§ **Required action**: Looking through the records that follow, determine how many lines contain "above" and reply with that number alone.

Stored data entries
++++++++
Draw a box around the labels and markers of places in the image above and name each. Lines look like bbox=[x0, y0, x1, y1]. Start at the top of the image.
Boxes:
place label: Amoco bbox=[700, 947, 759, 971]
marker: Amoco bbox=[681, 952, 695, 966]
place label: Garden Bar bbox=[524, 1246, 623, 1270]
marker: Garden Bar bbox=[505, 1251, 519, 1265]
++++++++
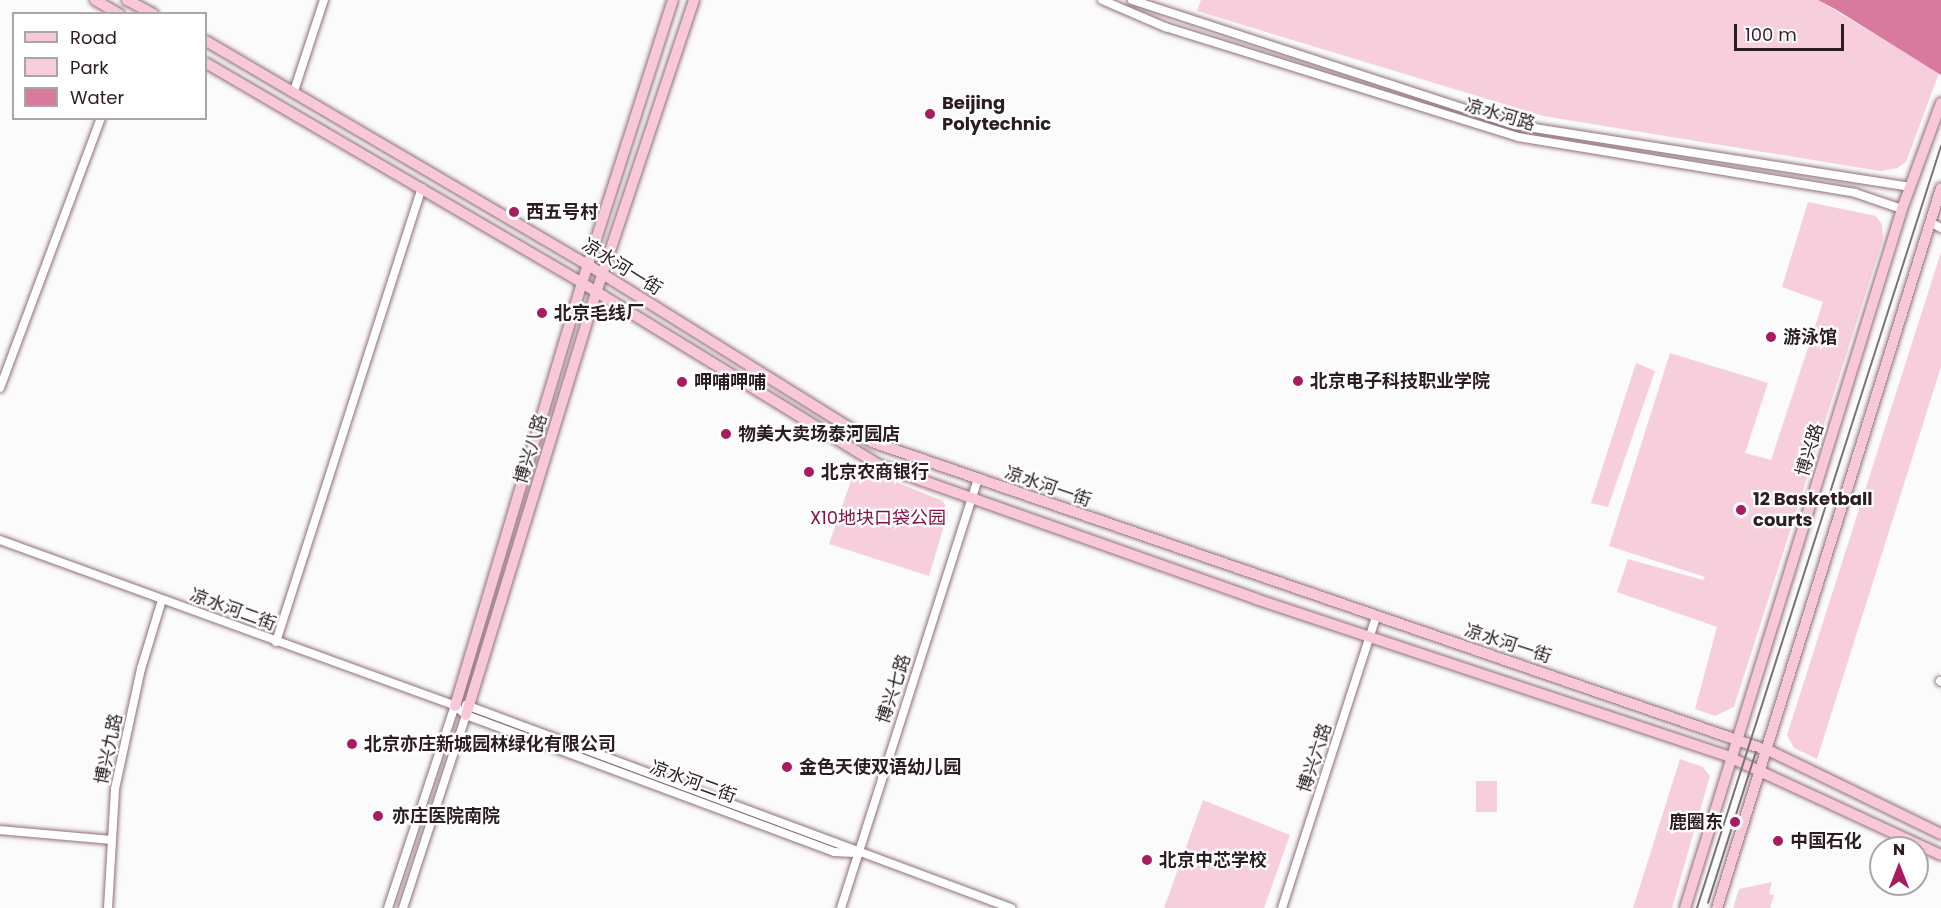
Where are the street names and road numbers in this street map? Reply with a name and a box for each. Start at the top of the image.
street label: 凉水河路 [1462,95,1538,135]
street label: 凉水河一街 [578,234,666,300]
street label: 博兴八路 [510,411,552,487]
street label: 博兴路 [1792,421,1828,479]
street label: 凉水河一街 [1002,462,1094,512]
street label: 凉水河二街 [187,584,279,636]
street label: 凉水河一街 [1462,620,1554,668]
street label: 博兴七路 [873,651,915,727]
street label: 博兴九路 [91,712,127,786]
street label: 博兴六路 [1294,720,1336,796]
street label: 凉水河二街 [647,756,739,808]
++++++++
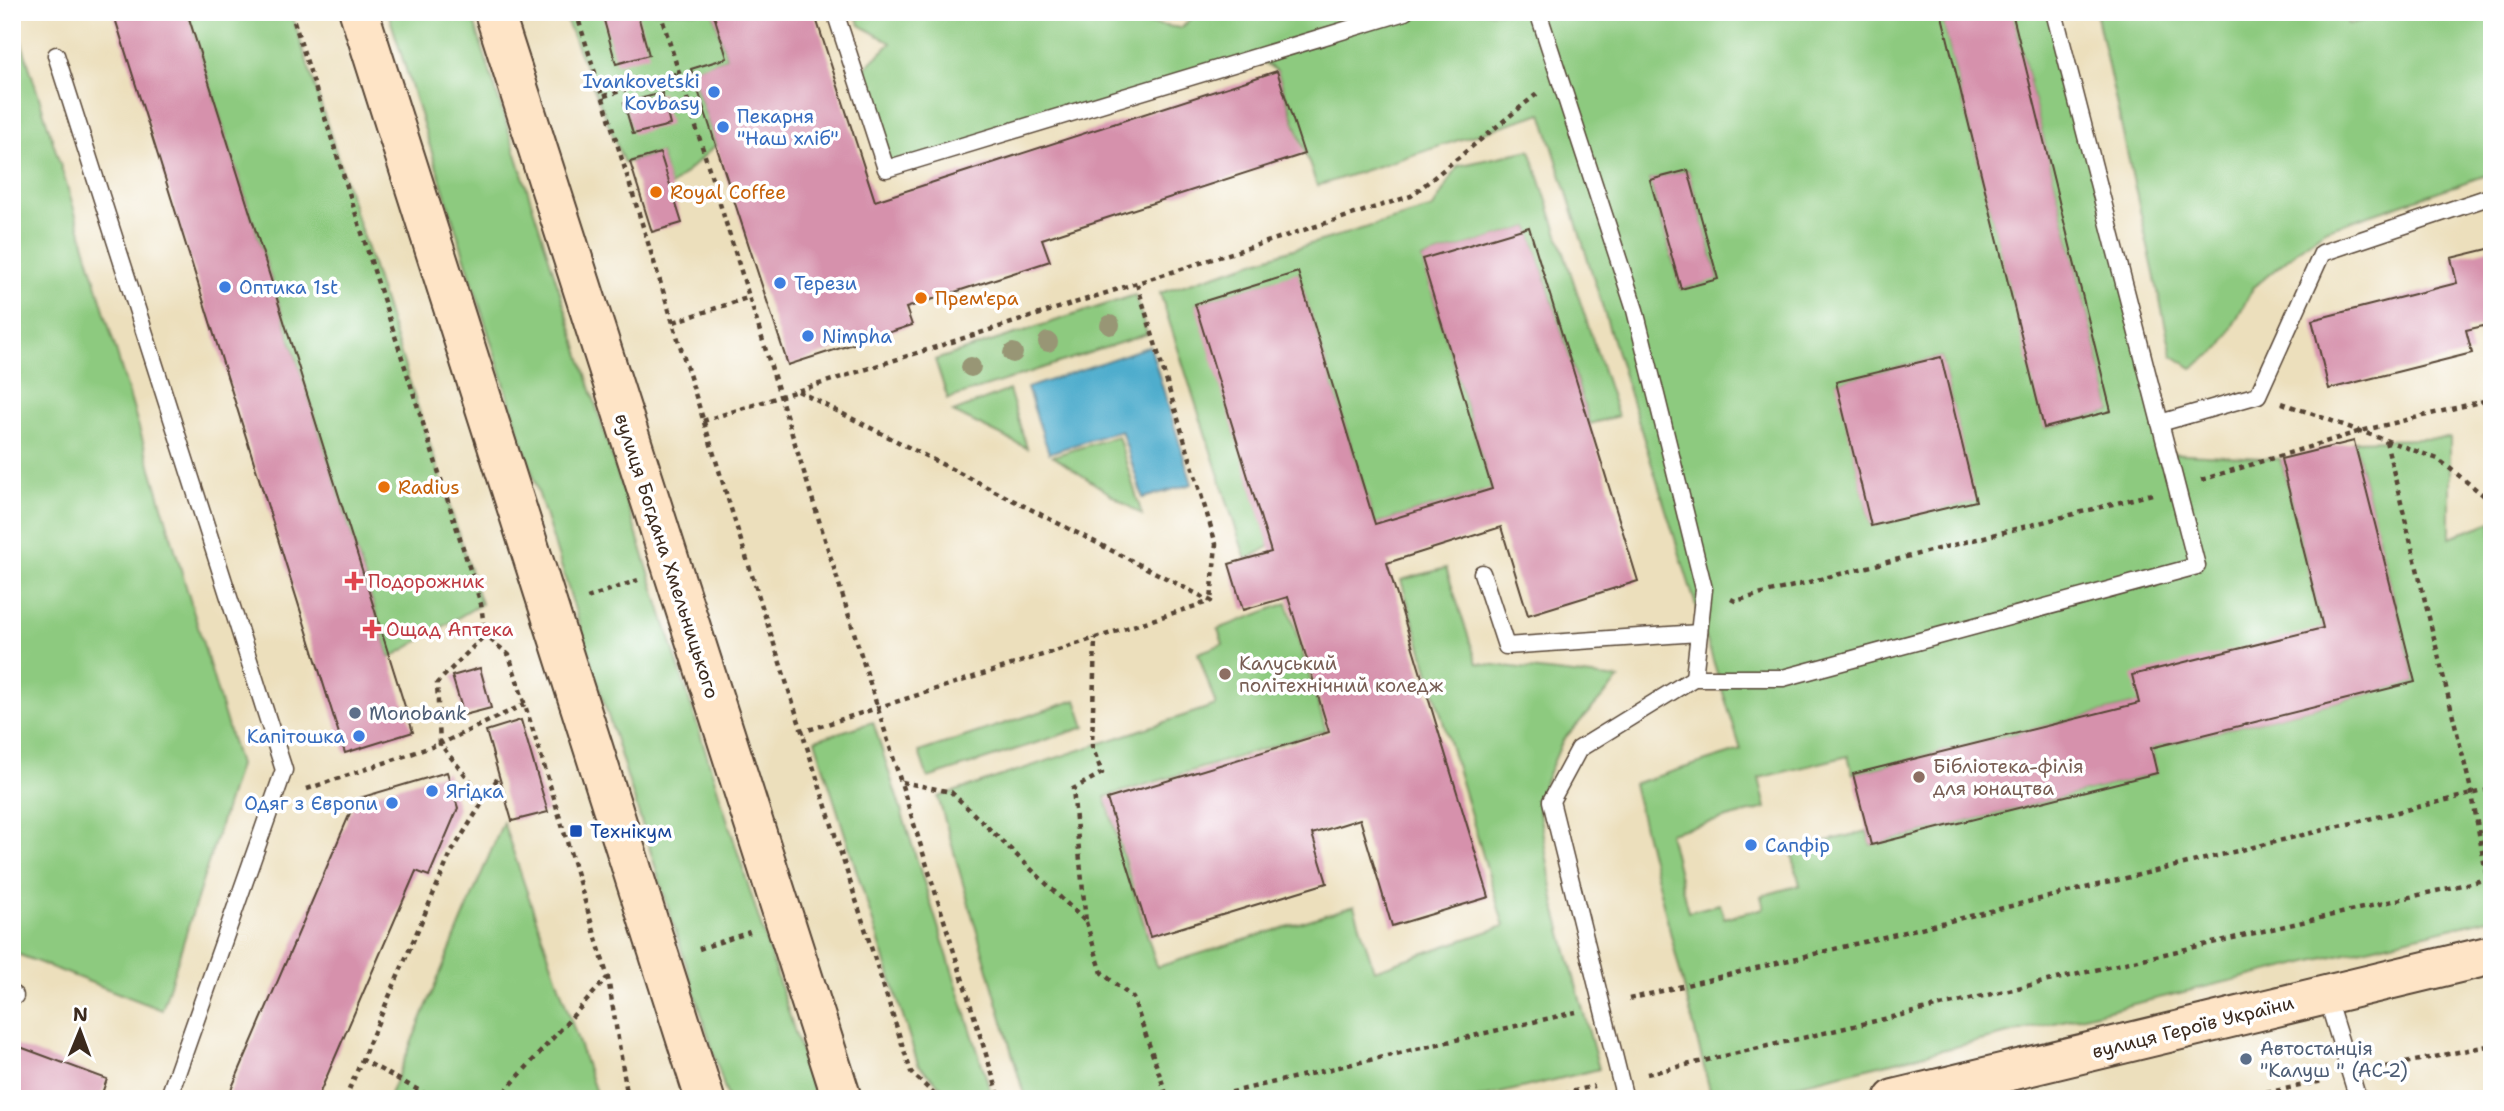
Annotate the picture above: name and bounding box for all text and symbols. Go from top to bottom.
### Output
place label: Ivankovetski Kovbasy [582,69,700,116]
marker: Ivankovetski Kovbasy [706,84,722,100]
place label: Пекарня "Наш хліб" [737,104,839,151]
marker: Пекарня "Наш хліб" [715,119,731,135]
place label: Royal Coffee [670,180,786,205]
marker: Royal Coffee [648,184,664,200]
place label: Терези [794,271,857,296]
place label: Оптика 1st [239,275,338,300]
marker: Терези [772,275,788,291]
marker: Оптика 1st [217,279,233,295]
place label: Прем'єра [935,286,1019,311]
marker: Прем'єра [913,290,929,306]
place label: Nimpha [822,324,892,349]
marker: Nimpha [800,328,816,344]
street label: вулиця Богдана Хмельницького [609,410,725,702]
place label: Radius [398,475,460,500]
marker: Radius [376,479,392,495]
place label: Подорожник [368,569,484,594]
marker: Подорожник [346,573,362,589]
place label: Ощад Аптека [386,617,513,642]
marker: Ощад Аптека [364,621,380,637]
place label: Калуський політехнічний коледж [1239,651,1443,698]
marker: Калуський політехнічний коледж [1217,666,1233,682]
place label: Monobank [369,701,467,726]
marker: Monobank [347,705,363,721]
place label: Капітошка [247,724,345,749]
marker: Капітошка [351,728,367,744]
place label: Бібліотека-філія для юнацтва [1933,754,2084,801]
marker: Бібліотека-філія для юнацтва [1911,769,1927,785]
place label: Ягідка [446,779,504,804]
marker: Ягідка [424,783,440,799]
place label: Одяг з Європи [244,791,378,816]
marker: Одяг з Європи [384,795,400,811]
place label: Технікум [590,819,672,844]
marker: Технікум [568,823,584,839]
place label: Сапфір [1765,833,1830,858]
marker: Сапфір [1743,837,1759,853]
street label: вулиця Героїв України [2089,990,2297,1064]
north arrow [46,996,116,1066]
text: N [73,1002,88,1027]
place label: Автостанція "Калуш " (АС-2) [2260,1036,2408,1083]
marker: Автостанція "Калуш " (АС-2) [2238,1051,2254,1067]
++++++++
§ **Output for this task**: 2